══ Input for this task
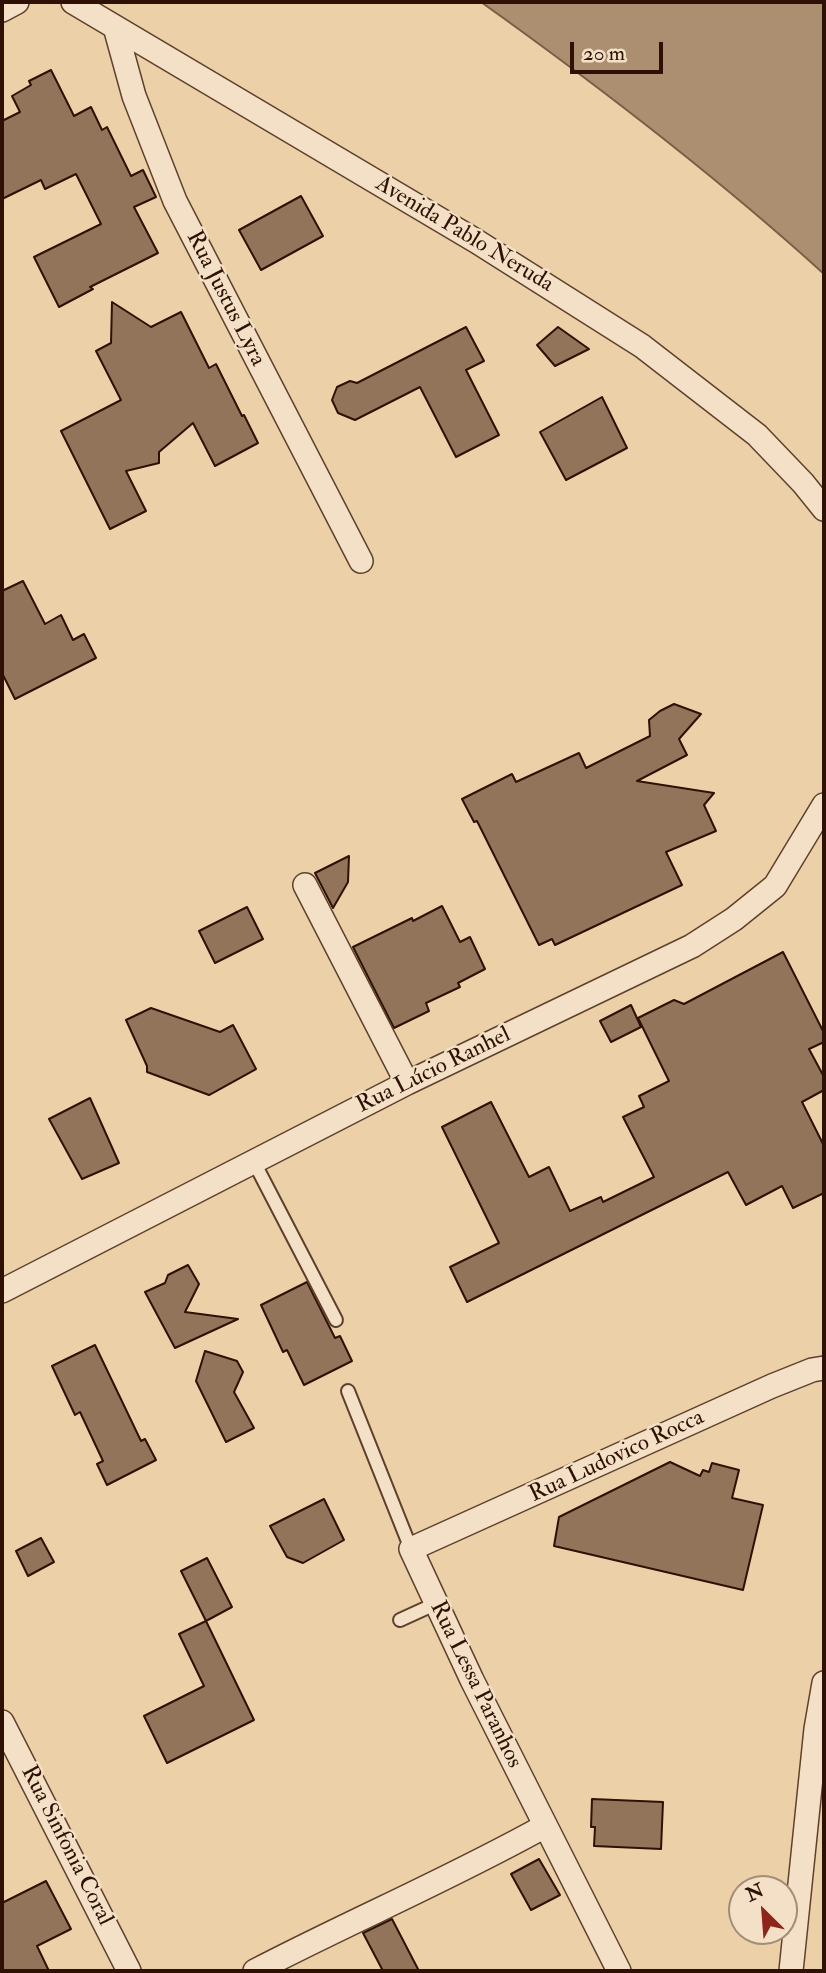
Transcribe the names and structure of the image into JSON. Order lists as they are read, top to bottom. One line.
{"streets":{"street":["Avenida Pablo Neruda","Rua Justus Lyra","Rua Lúcio Ranhel","Rua Ludovico Rocca","Rua Lessa Paranhos","Rua Sinfonia Coral"]},"crossings":[["Avenida Pablo Neruda","Rua Justus Lyra"],["Rua Ludovico Rocca","Rua Lessa Paranhos"]],"scale_bar":"20 m","north":"top left"}
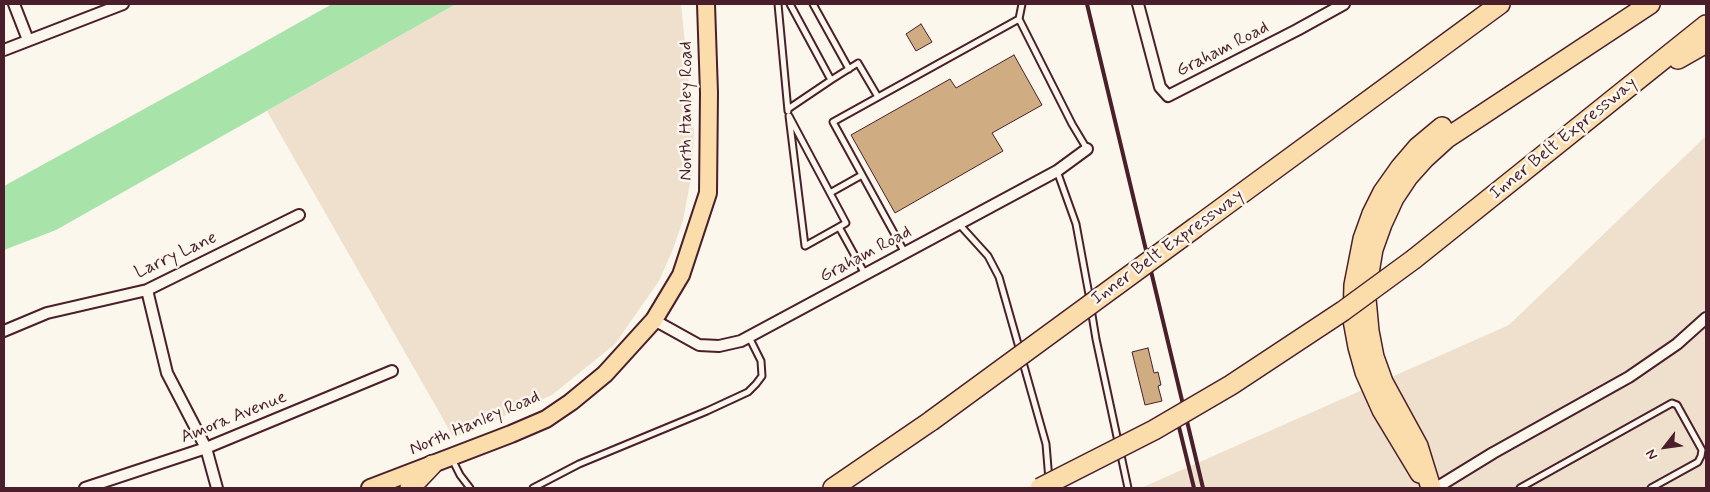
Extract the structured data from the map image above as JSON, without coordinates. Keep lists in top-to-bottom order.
{
  "streets": {
    "highway": ["Inner Belt Expressway"],
    "main road": ["North Hanley Road"],
    "street": ["Graham Road", "Larry Lane", "Amora Avenue"]
  },
  "crossings": [
    ["Graham Road", "North Hanley Road"]
  ],
  "north": "bottom left"
}
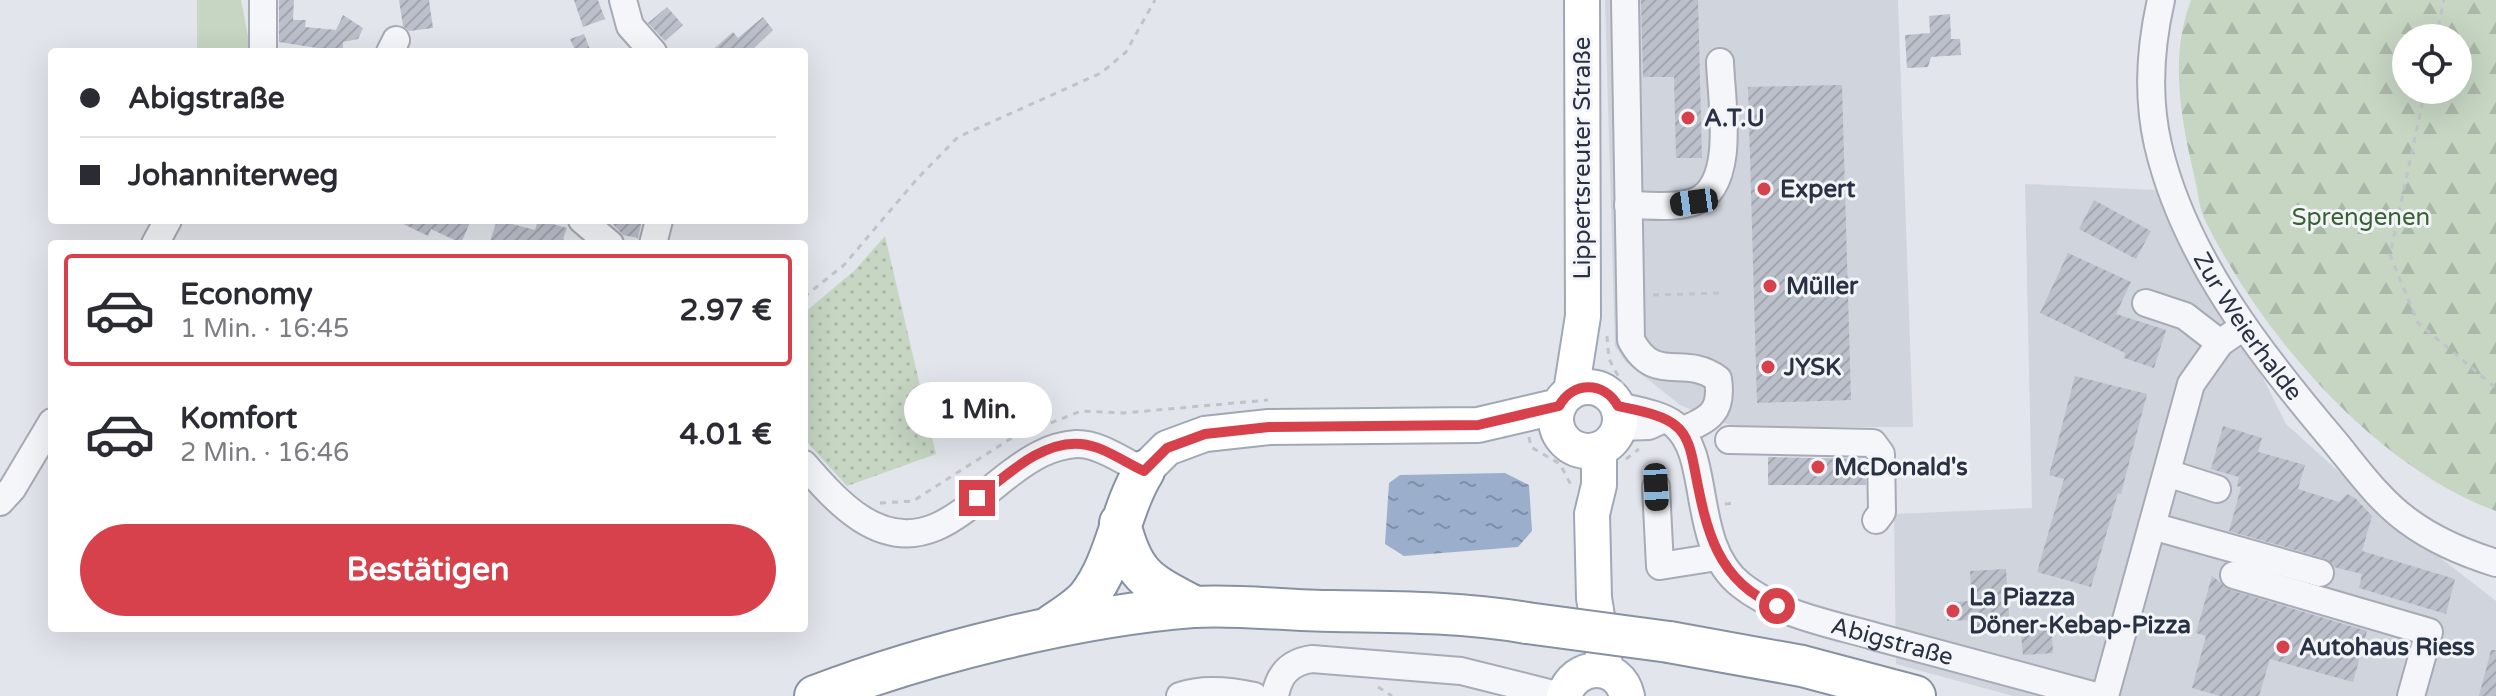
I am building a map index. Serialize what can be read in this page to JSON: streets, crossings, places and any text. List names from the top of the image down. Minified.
{"streets":{"main road":["Lippertsreuter Straße"],"street":["Zur Weierhalde","Abigstraße"]},"parks":["Sprengenen"],"places":["A.T.U","Expert","Müller","JYSK","McDonald's","La Piazza Döner-Kebap-Pizza","Autohaus Riess"],"page":{"banner":["Abigstraße","Johanniterweg"],"list":[{"name":"Economy","note":"1 Min. · 16:45","value":"2.97 €"},{"name":"Komfort","note":"2 Min. · 16:46","value":"4.01 €"}],"bubble":"1 Min.","buttons":"Bestätigen"}}
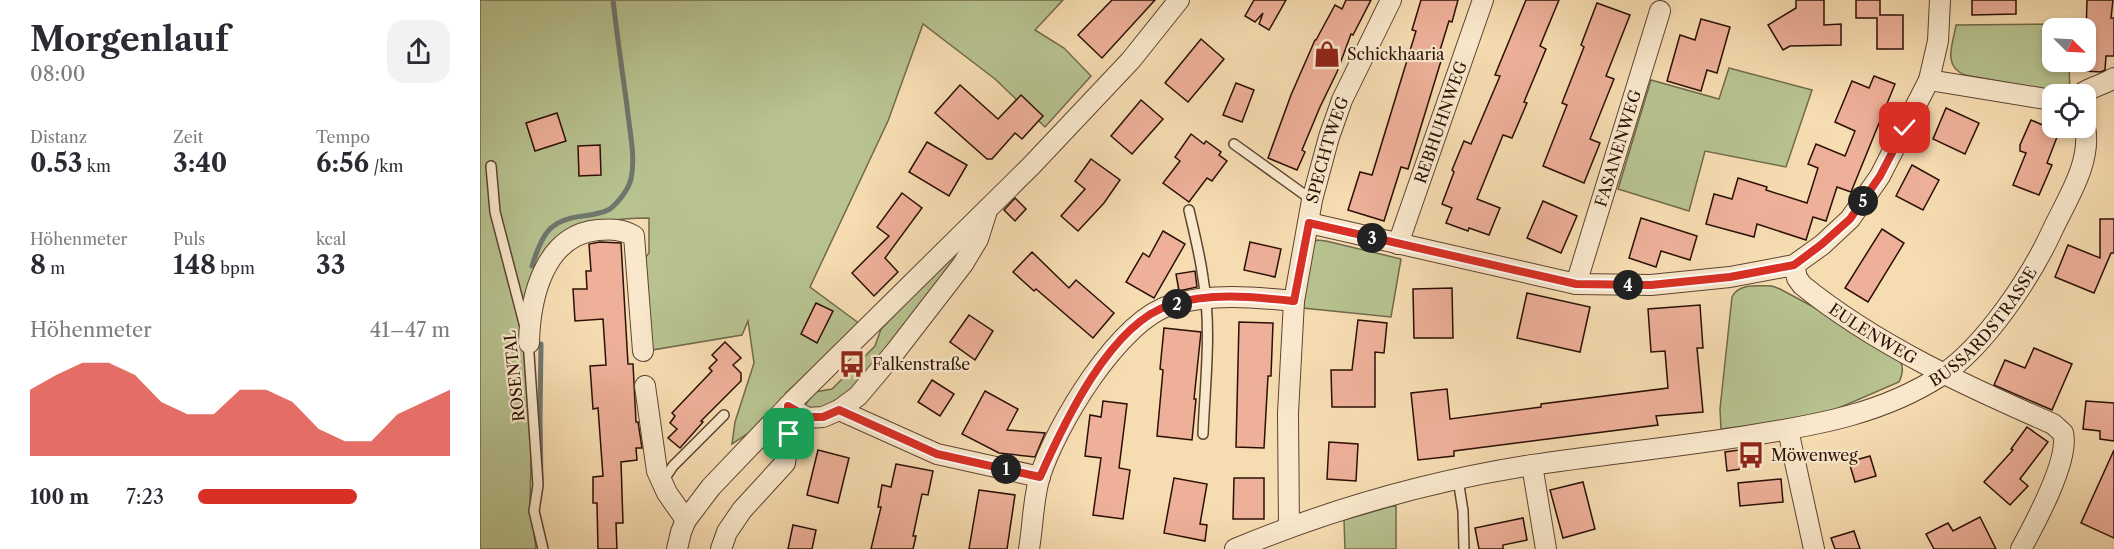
════
An exact copy of all the entries above is required, with every picture left out.

**Expected answer**
Transcribe the names and structure of the image into JSON. Order lists as they are read, top to bottom. One line.
{"streets":{"street":["Avenida Pablo Neruda","Rua Justus Lyra","Rua Lúcio Ranhel","Rua Ludovico Rocca","Rua Lessa Paranhos","Rua Sinfonia Coral"]},"crossings":[["Avenida Pablo Neruda","Rua Justus Lyra"],["Rua Ludovico Rocca","Rua Lessa Paranhos"]],"scale_bar":"20 m","north":"top left"}
Extract the structured data from the map image above as JSON, without coordinates. Keep lists in top-to-bottom order.
{
  "streets": {
    "highway": ["Inner Belt Expressway"],
    "main road": ["North Hanley Road"],
    "street": ["Graham Road", "Larry Lane", "Amora Avenue"]
  },
  "crossings": [
    ["Graham Road", "North Hanley Road"]
  ],
  "north": "bottom left"
}
I am building a map index. Serialize what can be read in this page to JSON: streets, crossings, places and any text. List names from the top of the image down. Minified.
{"streets":{"main road":["Lippertsreuter Straße"],"street":["Zur Weierhalde","Abigstraße"]},"parks":["Sprengenen"],"places":["A.T.U","Expert","Müller","JYSK","McDonald's","La Piazza Döner-Kebap-Pizza","Autohaus Riess"],"page":{"banner":["Abigstraße","Johanniterweg"],"list":[{"name":"Economy","note":"1 Min. · 16:45","value":"2.97 €"},{"name":"Komfort","note":"2 Min. · 16:46","value":"4.01 €"}],"bubble":"1 Min.","buttons":"Bestätigen"}}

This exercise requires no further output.